On Black Friday this year, outdoor gear and apparel retailer REI is putting its money where its motto is.
The store that touts its dedication to "inspiring, educating, and outfitting" its customers and community to explore nature is staying closed on one of the nation's busiest shopping days and will pay its employees to spend the day outdoors instead.
In an email sent to members on Monday, the company, which operates as a co-op, announced that it's closing all 143 of its stores on Black Friday. "Instead of reporting to work, we’re paying our employees to do what we love most—be outside," the email says. (Stores will stay closed on Thanksgiving too, according to REI's website.) The company reassured its members that they will still get deals during the holiday season. On Black Friday last year, REI offered 50% off select items like hiking socks and lower discounts on wearables, clothing, and backpacks.

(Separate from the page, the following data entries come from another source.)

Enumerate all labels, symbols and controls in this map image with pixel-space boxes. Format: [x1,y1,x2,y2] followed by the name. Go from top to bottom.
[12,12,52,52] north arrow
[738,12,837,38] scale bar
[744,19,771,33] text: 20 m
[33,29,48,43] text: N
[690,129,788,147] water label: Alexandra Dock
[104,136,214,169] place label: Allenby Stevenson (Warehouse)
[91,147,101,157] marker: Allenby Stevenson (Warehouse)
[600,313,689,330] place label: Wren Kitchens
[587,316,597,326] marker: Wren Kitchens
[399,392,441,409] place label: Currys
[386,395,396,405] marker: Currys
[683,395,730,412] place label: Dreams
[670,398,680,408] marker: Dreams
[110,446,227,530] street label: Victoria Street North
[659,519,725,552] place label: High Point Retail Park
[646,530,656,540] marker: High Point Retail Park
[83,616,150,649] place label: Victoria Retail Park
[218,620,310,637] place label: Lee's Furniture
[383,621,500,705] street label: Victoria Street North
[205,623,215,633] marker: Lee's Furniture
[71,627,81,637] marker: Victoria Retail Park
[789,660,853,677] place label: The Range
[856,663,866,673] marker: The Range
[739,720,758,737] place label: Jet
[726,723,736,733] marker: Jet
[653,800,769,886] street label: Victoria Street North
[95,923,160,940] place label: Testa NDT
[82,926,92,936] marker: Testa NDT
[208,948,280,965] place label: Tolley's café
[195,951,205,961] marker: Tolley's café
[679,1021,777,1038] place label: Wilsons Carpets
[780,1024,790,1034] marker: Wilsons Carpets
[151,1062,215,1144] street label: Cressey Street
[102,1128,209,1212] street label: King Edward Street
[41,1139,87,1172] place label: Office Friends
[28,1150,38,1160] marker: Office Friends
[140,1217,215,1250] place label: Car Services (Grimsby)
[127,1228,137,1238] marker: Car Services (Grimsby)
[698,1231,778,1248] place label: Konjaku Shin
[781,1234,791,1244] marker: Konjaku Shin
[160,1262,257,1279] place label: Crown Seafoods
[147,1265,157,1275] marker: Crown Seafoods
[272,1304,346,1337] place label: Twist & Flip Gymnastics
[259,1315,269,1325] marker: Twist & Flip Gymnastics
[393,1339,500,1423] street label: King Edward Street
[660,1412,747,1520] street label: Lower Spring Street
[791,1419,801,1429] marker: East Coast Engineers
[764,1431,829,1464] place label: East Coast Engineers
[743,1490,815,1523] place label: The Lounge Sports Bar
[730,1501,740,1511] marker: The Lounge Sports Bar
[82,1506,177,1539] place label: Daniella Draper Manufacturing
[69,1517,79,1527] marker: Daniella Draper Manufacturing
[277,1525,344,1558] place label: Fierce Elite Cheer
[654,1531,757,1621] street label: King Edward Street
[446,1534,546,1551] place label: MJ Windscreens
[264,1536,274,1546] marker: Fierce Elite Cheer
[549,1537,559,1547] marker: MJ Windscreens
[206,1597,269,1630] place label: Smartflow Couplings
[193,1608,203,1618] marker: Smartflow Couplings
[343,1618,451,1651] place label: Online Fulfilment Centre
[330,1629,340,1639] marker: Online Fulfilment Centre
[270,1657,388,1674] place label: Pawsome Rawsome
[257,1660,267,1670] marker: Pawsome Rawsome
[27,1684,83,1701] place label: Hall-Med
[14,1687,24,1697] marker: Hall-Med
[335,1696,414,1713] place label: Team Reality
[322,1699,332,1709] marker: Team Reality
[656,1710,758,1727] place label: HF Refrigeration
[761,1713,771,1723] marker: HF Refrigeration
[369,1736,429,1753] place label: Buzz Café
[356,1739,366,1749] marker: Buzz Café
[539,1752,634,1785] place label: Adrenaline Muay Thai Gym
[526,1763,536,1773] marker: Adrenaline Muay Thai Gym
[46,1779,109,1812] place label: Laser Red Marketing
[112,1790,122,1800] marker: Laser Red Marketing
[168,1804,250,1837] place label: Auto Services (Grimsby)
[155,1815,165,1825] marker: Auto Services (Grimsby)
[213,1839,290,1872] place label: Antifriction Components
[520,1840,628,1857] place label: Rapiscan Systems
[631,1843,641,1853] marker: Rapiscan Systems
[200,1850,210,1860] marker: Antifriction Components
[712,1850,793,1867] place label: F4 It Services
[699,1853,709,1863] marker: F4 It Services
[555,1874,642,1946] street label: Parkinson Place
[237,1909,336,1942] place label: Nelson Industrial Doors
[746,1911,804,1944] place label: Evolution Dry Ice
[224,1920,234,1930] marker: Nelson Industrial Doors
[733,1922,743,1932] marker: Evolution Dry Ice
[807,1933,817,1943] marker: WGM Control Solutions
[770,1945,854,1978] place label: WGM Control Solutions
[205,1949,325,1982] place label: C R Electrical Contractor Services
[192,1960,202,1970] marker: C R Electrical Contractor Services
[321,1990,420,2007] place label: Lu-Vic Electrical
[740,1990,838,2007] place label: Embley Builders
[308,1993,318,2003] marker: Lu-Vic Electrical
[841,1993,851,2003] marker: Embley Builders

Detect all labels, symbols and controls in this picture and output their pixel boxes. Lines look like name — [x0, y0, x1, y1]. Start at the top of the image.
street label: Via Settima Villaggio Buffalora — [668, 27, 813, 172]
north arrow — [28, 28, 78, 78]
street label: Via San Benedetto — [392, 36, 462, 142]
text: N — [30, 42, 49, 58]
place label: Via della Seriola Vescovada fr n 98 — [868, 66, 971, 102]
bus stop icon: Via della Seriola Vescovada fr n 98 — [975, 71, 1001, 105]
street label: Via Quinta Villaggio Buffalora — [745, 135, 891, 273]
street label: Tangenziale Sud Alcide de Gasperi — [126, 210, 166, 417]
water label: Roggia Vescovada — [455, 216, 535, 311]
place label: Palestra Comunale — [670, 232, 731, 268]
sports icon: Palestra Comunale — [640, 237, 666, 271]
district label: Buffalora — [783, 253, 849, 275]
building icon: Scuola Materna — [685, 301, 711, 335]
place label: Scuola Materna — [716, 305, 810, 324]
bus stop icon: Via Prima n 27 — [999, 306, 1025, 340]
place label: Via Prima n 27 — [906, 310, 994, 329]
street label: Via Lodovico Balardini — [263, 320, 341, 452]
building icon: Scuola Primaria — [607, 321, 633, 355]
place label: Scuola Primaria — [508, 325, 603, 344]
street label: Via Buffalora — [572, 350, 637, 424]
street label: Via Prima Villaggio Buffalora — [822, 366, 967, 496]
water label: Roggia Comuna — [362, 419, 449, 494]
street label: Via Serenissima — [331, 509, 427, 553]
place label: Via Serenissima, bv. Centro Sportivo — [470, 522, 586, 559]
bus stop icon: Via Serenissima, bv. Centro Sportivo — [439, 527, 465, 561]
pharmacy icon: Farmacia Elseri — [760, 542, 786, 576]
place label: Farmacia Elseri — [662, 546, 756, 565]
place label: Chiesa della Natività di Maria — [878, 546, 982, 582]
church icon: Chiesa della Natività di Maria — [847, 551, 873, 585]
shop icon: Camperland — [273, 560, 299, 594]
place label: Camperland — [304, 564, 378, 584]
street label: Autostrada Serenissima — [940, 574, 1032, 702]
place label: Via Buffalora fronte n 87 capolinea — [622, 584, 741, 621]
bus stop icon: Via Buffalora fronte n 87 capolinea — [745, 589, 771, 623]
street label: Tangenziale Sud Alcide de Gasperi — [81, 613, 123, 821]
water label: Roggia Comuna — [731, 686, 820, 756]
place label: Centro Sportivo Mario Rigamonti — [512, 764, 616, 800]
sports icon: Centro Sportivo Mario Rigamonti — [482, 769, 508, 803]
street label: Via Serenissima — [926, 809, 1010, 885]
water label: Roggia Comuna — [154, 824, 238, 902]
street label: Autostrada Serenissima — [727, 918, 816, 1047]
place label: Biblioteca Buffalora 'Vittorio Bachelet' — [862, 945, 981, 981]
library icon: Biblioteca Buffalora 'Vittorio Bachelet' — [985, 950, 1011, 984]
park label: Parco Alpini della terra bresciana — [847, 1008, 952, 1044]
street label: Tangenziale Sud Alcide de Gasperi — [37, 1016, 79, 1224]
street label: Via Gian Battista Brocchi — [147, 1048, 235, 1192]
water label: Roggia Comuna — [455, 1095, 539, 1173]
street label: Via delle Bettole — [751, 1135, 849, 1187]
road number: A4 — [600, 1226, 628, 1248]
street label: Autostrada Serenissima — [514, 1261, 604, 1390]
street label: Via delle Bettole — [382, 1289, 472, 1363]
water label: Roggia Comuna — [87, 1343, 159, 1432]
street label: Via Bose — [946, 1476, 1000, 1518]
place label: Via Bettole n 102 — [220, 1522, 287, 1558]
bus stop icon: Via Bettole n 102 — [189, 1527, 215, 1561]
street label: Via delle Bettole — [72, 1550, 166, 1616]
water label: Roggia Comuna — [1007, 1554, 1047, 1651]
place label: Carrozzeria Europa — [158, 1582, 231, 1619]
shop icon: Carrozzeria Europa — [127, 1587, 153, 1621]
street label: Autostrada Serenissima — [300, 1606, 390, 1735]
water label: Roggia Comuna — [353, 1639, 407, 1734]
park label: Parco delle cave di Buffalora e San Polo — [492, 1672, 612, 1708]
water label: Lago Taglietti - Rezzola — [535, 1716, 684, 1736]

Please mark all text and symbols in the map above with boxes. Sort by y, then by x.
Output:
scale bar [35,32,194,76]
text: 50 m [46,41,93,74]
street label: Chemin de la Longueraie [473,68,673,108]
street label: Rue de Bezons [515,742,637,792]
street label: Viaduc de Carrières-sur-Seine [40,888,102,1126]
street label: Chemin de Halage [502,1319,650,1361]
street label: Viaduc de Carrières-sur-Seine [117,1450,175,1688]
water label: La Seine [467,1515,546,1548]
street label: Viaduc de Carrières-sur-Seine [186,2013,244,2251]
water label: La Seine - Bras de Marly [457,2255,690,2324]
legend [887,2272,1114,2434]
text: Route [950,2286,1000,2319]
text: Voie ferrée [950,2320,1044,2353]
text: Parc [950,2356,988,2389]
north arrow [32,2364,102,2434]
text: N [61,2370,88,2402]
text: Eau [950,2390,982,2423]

REI has a reputation for treating its workers well. It's one of 12 companies to be named one of Fortune's 100 Best Companies to Work For every year since the list's inception in 1998. It landed at No. 58 this year.
In its email Monday, the Seattle-based retailer said it wants its employees and the wider public to use Black Friday as an opportunity to discover nature's restorative power. "While the rest of the world is fighting it out in the aisles, we hope to see you in the great outdoors."
REI is not alone in eliminating holiday hours. Earlier this month, Staples announced that it would not open on Thanksgiving. Like REI, the company touted the move as an effort to let "associates enjoy Thanksgiving their own way." But there's also a lingering question of whether it makes sense for some stores to open on Thanksgiving and Black Friday—how many people have office supplies on their wish lists?—especially when there's so much goodwill to gain by staying closed.
The so-called holiday shopping creep has advanced well into Thanksgiving in recent years, even as customers and retail workers have criticized the increasing commercialization of the day reserved for showing gratitude.
And sales figures haven't exactly indicated that more Thanksgiving and Black Friday hours are worth inciting such ill will. According to the National Retail Federation, last year retail sales fell 11% over the key four-day Thanksgiving-Black Friday shopping weekend, in part, because stores had offered deals even earlier in November.